Monday, January 14, 2013

National production grows 3.8% in 2013

After two consecutive years of decline, domestic production of footwear will grow this year. According to a projection of the Industrial Marketing Institute (Iemi), the sector will have to 3.8% expansion in volume, to 835 million pairs.
The expected growth for this year, however, it is still not enough to take the national footwear industry at the level of production of 2010. In 2011 and 2012, there has been a fall of 8.4% and 1.8%, respectively, in the amount of pairs produced.
During this period, some factors directly affected performance in the industry: imports, exports decline due to foreign exchange and global crisis, protectionism of Argentina, one of the leading national footwear production markets.
The Outlook is more positive now. With the dollar above $ 2, exports are an alternative to drain the production, although the exchange rate level is still far from being considered ideal by manufacturers.
In General, the production capacity is larger than the domestic demand. There is a vacuum left by the fall of exports in recent years, factor that desmotiva new investments in capacity by businesses.
This year, the best performance in the industry should be driven by the reduction of labor costs and the basic interest rate (Selic) below 8%. In sales, the industry's expansion provides Iemi on the order of 5%, to $ 24 billion, slightly below the 5.5 percent growth registered last year in 2011.
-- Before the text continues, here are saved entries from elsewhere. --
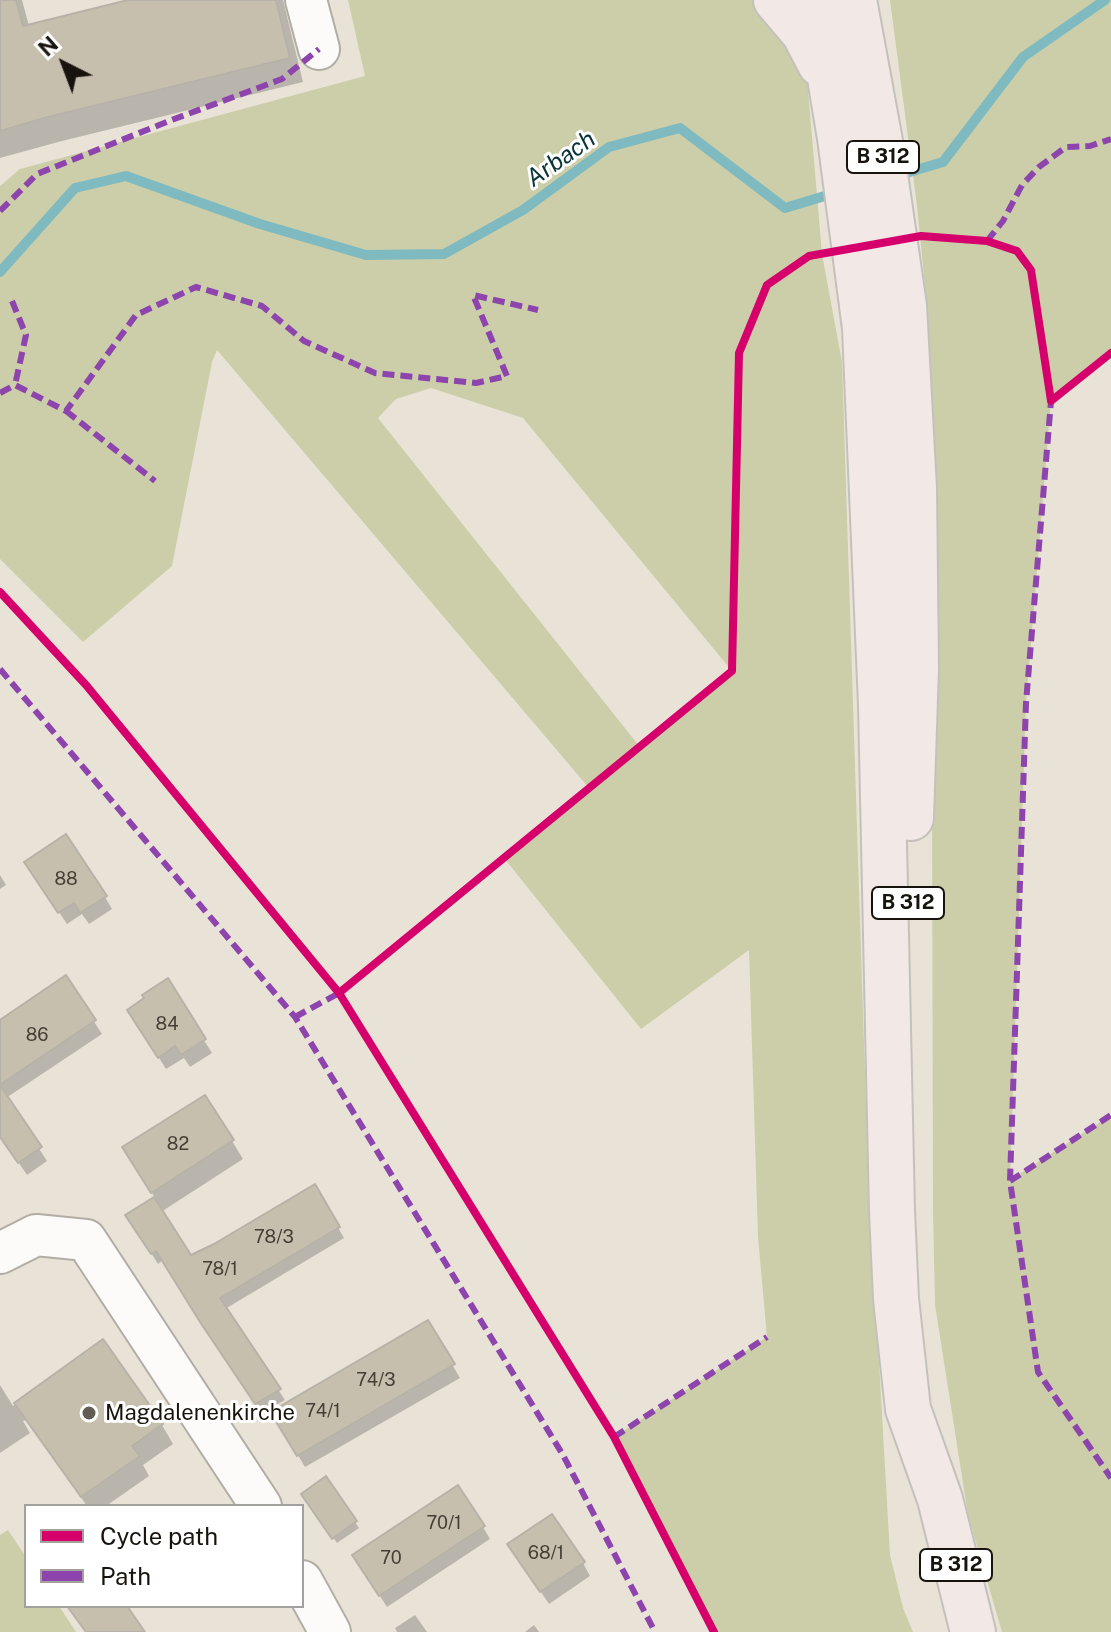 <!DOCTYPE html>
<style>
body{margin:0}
#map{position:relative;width:1111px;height:1632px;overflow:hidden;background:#e9e3d7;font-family:"Public Sans",sans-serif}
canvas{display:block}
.legend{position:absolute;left:24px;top:1504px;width:280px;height:104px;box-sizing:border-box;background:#fff;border:2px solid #a3a19e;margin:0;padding:10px 14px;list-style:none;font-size:24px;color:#18140d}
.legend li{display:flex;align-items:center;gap:16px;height:40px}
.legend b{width:40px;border:2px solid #a3a19e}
.north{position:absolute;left:24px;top:24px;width:80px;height:80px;-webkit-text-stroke:6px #fff;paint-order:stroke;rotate:318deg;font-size:22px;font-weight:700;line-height:32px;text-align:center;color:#18140d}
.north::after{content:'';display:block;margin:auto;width:28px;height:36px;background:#18140d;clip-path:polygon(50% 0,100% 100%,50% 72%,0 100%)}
</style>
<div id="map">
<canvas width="1111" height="1632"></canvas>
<ul class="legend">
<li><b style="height:10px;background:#d6006c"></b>Cycle path</li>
<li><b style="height:10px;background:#8e44ad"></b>Path</li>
</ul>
<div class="north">N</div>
</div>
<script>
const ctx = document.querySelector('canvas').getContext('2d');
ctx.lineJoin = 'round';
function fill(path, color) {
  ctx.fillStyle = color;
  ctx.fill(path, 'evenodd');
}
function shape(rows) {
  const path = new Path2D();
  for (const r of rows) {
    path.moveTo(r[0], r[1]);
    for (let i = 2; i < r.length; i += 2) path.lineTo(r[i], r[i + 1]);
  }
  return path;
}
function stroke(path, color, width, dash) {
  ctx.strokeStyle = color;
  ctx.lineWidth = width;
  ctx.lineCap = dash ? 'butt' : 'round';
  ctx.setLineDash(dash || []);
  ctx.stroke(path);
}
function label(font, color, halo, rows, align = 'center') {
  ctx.font = font + ' "Public Sans",sans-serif';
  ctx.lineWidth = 6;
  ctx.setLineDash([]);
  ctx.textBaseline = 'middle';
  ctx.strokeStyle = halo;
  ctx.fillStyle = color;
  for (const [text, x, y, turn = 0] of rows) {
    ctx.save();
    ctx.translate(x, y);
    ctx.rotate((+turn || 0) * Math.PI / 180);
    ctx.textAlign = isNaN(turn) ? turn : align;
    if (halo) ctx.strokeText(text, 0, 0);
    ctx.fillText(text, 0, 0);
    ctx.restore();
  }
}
fill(shape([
 [348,0,752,0,781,24,807,78,822,254,842,362,868,1168,890,1555,903,1608,913,1632,711,1632,614,1437,767,1337,758,1237,749,950,641,1029,504,858,589,788,217,350,212,362,172,566,83,642,0,559,0,186,20,169,365,76],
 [431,388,523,418,732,671,640,747,378,418,396,399],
 [890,0,1111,0,1111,353,1051,401,1026,703,1010,1180,1111,1115,1111,1632,1002,1632,968,1515,935,1305,933,1211,932,783,938,575,926,296,917,206],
 [8,1530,26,1557,26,1606,59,1606,76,1632,0,1632,0,1535]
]), '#cccea9');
fill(shape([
 [0,0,22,0,29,26,136,0,283,0,303,82,62,141,0,158],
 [0,875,6,885,0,889],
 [34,875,105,897,112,909,89,924,82,914,67,924],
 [66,978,102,1034,6,1098,47,1161,27,1175,0,1135,0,1022],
 [167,981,212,1053,190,1067,184,1058,166,1069,137,1023,147,999],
 [232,1141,243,1159,161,1212,190,1257,215,1245,315,1187,344,1238,225,1309,285,1400,262,1413,209,1333,163,1260,158,1264,128,1216,155,1198,136,1167],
 [427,1322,460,1378,305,1467,273,1413],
 [102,1342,162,1425,173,1444,143,1465,149,1476,106,1506,87,1506,26,1420,23,1421,30,1433,0,1453,0,1385,13,1406],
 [325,1479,359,1528,337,1543,307,1500],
 [483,1527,490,1539,387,1607,362,1568],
 [517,1557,583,1563,590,1576,549,1604],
 [415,1615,427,1632,397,1632,395,1628],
 [534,1625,539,1632,525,1632]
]), '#0003');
stroke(shape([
 [896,176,943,162,1023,57,1105,0],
 [0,272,75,188,126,176,260,224,366,255,444,254,523,210,609,147,680,128,785,208,838,192]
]), '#7fbac0', 10);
const building = shape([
 [0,0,16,0,23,26,128,0,276,0,290,58,48,117,0,131,0,0],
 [66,834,107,896,80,913,74,903,58,913,24,862,66,834],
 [66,975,96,1020,0,1085,0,1020,66,975],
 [168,978,206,1039,181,1055,175,1046,158,1058,127,1010,144,998,142,995,168,978],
 [0,1085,42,1147,18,1163,0,1137,0,1085],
 [205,1095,234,1140,151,1193,122,1147,205,1095],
 [315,1184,340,1227,220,1298,281,1389,255,1404,200,1322,156,1251,151,1254,125,1215,154,1197,191,1255,214,1244,315,1184],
 [428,1320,455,1364,297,1456,270,1412,428,1320],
 [103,1339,163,1424,132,1446,140,1456,81,1497,14,1403,103,1339],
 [326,1476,357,1521,332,1539,301,1494,326,1476],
 [458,1485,485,1526,379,1596,352,1555,458,1485],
 [552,1514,585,1562,540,1592,507,1544,552,1514],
 [67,1606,127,1606,145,1632,86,1632,67,1606]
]);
fill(building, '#c7bfae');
stroke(building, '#b6b2a8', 2);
const street = shape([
 [306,0,319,49],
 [0,1253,36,1235,86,1240,261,1506],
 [302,1581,330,1632]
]);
const primary = shape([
 [776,0,804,33,820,64],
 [817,0,840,138,865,328,881,705,892,1211,896,1299,908,1409,940,1499,973,1632],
 [854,0,881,147,904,306,914,488,916,668,911,818]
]);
stroke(street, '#b2ada4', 44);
stroke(primary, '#c4c1bc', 48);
stroke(street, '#fcfbf9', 40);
stroke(primary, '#f2e8e5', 44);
stroke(shape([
 [0,211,37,174,169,121,282,79,319,49],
 [987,241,1003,221,1022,185,1039,167,1066,147,1090,146,1111,139],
 [12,301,26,335,15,385],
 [0,393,15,385,66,411,136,315,196,287,262,306,304,341,375,373,476,383,507,376,473,295,538,310],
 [1055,398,1051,401,1026,703,1010,1181,1038,1372,1111,1478],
 [66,411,155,481],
 [0,669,295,1017,563,1455,655,1632],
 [295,1017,339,993],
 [1010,1181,1111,1115],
 [614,1437,767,1337]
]), '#8e44ad', 6, [12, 6]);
stroke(shape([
 [0,592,86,685,339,993,614,1437,714,1632],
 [339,993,732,671,739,353,767,285,809,256,921,236,987,241,1017,251,1031,270,1051,401,1111,353]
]), '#d6006c', 8);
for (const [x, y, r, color] of [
 [89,1413,8,"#615c54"]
]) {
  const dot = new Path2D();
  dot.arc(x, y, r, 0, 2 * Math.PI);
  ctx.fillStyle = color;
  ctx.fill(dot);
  stroke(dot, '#fff', 3);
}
label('18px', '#443f35', null, [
 ["88",66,879],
 ["84",167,1024],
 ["86",37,1035],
 ["82",178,1144],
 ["78/3",274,1237],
 ["78/1",220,1269],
 ["74/3",376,1380],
 ["74/1",323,1411],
 ["70/1",444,1523],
 ["68/1",546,1553],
 ["70",391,1558]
]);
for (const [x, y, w] of [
 [883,157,72],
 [908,903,72],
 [956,1565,72]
]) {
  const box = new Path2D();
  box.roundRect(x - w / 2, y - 16, w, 32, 6);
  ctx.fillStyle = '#fff';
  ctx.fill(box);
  stroke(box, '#18140d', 2);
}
label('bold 20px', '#18140d', null, [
 ["B 312",883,157],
 ["B 312",908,903],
 ["B 312",956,1565]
]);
label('22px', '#18140d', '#fff', [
 ["Magdalenenkirche",105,1413]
], 'left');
label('italic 24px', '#073238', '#fff', [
 ["Arbach",561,159,-35]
]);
</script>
The biggest growth opportunities are not in the industry, but in retail. The withdrawal of the IPI reduced for cars, electronics and white goods, which drove consumer spending, should give an extra gas to trade shoes.
The prediction of the Iemi is that retailers will grow 6.5% in revenues this year, to $ 40.7 billion, virtually the same performance obtained in 2012. In the number of pairs sold, it is expected a 4.5 percent advance, to more than 800 million pairs. The growth in volume in 2012 in trade was 4%.